## EXERCISE DATA
━━━━━━

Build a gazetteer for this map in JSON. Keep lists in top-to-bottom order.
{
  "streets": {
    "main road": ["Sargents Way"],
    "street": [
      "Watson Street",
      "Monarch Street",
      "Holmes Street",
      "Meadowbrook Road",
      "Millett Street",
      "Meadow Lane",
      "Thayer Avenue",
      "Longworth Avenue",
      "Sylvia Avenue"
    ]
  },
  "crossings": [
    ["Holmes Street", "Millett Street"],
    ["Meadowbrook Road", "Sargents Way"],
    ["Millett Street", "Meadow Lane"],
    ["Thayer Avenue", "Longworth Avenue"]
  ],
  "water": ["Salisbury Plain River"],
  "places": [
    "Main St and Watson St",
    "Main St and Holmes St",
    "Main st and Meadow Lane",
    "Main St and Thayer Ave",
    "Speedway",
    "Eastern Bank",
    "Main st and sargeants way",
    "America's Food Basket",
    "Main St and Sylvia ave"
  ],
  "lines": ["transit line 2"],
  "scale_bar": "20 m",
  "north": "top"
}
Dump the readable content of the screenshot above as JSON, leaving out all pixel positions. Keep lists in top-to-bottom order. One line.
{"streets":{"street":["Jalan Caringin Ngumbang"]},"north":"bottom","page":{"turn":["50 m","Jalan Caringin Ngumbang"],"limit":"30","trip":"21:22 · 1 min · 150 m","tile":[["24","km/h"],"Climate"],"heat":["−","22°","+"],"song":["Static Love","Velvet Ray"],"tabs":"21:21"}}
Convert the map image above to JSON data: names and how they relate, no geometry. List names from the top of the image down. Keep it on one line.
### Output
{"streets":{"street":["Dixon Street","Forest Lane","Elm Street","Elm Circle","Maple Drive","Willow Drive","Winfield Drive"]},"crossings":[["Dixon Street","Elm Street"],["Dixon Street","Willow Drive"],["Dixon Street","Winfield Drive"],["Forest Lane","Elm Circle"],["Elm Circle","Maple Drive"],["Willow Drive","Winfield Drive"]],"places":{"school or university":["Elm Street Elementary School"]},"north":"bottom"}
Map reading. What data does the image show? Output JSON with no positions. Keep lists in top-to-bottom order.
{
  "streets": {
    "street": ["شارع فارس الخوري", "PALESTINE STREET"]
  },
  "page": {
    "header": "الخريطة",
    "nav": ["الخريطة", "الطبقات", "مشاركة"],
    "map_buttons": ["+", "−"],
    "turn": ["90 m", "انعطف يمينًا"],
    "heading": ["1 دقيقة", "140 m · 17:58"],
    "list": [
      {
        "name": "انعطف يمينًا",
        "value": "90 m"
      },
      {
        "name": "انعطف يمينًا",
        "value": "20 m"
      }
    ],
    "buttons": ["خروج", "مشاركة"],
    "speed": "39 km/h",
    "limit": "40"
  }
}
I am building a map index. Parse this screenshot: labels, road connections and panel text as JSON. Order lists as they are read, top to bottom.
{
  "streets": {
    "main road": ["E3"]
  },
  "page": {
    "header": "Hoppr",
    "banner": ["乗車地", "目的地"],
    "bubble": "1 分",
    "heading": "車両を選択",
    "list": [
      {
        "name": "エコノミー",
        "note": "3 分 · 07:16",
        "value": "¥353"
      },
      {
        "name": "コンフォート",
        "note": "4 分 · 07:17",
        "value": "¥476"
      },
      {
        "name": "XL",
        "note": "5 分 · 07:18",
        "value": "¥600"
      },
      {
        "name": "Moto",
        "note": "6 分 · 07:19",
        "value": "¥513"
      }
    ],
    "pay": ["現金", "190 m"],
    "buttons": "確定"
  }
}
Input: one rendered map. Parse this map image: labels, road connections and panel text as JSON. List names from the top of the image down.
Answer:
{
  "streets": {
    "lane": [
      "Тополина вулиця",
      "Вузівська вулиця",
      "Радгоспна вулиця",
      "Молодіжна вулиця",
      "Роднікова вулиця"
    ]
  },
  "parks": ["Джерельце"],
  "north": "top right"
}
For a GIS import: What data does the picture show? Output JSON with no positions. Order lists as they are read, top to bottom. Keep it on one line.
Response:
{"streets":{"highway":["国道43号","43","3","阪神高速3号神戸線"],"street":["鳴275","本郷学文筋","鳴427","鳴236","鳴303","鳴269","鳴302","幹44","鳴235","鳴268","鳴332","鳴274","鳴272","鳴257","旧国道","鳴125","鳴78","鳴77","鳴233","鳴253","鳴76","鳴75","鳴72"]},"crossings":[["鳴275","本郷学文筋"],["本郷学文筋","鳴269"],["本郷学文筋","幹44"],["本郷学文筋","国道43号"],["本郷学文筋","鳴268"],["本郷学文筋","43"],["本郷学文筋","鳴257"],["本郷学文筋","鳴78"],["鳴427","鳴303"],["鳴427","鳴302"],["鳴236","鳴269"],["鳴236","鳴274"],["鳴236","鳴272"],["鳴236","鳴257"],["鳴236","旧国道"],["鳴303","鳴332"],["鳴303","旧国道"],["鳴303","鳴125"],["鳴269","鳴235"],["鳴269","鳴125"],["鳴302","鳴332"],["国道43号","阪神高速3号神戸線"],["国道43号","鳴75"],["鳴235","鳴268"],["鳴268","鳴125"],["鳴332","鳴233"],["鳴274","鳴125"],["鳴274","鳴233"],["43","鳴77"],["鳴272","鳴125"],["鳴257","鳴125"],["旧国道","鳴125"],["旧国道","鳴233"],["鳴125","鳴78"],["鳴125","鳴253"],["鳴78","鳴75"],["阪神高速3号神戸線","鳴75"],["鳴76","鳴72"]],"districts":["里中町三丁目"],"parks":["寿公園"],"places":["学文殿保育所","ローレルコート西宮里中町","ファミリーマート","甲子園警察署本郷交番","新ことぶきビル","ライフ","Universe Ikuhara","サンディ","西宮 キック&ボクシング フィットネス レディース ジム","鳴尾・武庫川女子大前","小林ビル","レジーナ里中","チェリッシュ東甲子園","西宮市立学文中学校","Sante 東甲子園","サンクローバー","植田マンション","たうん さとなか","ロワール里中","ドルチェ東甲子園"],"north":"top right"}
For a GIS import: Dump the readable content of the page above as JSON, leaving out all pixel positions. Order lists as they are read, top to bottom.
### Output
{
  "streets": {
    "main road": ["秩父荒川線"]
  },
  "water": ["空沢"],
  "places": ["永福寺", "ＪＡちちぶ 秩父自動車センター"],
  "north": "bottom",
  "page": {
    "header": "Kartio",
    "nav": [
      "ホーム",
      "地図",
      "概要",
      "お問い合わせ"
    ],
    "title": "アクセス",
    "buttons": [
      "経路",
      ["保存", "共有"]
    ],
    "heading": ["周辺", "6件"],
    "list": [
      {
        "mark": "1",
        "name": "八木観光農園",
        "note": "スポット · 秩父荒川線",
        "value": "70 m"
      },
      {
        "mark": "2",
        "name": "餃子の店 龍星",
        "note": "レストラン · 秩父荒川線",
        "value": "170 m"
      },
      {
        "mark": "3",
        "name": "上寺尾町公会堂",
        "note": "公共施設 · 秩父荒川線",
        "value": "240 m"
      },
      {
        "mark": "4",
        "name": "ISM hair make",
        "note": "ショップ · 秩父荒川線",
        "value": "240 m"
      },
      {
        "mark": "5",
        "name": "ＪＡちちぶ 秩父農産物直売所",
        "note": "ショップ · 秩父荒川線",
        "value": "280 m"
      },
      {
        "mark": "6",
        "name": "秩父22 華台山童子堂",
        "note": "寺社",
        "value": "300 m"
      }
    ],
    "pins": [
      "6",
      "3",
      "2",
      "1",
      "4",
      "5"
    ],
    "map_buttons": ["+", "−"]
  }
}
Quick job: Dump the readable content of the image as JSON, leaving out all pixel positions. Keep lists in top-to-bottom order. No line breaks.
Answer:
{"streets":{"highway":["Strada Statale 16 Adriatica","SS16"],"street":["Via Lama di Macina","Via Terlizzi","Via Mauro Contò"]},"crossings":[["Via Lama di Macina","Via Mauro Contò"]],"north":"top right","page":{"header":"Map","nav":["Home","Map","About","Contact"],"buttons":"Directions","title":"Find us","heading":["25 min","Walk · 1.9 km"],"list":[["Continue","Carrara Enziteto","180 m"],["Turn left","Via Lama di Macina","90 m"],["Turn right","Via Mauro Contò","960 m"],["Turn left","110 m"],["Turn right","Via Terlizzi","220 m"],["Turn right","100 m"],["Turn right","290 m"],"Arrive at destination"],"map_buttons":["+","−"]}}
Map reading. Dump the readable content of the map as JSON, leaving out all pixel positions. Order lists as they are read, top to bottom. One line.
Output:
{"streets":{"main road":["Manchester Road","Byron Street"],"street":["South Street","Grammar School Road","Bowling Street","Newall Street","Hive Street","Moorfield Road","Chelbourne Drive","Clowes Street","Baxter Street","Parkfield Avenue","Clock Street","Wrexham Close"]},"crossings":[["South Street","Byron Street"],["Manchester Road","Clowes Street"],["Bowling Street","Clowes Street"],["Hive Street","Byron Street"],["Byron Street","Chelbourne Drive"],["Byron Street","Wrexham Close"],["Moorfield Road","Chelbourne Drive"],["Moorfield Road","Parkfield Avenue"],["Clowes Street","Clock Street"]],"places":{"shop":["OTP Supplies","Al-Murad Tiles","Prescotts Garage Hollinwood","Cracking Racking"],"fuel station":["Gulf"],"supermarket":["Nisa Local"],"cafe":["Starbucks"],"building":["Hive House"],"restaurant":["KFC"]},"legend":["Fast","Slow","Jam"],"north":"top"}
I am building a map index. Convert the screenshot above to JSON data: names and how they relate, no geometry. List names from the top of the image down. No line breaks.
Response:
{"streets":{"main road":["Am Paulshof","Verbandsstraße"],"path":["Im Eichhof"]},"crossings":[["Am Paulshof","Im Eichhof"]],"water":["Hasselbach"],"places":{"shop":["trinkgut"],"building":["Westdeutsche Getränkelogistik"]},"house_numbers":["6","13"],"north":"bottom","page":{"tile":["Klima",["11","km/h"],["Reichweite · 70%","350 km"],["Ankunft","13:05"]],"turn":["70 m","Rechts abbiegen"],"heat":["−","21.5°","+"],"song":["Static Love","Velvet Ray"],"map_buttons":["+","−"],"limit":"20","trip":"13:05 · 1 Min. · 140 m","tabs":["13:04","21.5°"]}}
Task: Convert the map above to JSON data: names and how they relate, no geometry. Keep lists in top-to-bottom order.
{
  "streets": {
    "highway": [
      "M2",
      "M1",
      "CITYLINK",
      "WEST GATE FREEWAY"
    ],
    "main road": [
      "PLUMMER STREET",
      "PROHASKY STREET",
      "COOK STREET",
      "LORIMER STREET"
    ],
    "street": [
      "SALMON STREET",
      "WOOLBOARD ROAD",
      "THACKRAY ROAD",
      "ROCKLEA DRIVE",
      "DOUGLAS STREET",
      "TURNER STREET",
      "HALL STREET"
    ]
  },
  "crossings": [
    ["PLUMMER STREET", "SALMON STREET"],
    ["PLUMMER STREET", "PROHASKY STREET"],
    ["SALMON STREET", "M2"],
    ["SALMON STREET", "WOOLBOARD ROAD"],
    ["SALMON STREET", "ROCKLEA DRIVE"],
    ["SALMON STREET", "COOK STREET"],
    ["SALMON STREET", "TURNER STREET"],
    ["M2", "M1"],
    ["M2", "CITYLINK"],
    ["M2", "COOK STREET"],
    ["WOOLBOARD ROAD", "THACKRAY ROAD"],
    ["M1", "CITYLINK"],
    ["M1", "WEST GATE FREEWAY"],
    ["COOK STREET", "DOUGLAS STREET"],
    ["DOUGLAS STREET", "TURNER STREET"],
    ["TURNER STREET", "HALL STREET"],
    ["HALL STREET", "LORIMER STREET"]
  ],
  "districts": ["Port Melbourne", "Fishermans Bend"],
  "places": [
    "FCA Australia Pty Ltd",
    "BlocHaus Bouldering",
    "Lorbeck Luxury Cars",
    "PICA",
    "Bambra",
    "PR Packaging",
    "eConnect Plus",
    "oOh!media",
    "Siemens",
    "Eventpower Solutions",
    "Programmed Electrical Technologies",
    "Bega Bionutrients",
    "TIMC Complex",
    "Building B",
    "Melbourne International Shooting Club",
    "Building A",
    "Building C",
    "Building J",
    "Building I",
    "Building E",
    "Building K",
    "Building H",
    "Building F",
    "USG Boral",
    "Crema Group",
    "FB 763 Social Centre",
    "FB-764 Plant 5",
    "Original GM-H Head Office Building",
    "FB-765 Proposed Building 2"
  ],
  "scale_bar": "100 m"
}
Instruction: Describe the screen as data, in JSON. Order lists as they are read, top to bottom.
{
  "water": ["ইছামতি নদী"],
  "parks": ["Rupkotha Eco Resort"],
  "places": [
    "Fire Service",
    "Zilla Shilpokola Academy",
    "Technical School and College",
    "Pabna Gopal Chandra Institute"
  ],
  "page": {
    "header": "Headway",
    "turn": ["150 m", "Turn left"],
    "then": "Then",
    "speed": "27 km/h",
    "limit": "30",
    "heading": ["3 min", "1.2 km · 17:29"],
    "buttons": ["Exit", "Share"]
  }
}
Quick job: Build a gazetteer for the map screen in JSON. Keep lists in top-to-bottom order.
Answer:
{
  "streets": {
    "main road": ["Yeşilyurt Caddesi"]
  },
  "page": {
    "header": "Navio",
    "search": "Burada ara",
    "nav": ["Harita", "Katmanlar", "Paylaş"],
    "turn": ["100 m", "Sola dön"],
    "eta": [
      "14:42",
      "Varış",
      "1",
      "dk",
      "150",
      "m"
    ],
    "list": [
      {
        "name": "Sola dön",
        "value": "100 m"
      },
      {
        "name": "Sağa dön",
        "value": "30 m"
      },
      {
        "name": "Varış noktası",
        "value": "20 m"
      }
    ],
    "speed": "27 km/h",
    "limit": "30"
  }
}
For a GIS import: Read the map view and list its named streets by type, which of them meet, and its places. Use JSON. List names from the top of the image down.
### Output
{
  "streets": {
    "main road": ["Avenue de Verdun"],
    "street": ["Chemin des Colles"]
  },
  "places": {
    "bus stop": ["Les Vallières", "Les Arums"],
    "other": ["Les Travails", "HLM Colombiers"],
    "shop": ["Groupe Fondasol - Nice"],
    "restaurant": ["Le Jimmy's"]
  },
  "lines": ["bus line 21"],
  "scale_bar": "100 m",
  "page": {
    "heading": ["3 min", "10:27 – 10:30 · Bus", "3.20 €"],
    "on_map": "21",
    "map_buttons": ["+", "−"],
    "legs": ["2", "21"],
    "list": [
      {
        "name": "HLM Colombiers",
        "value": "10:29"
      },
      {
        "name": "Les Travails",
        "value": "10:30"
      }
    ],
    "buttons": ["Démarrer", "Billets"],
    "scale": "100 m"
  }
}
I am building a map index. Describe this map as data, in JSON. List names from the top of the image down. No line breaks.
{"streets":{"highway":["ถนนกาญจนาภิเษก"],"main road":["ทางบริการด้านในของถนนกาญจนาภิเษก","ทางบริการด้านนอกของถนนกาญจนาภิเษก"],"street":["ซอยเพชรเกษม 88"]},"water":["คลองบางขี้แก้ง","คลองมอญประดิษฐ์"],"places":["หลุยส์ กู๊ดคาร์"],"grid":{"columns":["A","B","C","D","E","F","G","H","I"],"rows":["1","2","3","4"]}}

━━━━━━

## PROBLEM STATEMENT
Tally the lines of the records that contain "Quick", then write only the total.

## TASK RESULT
2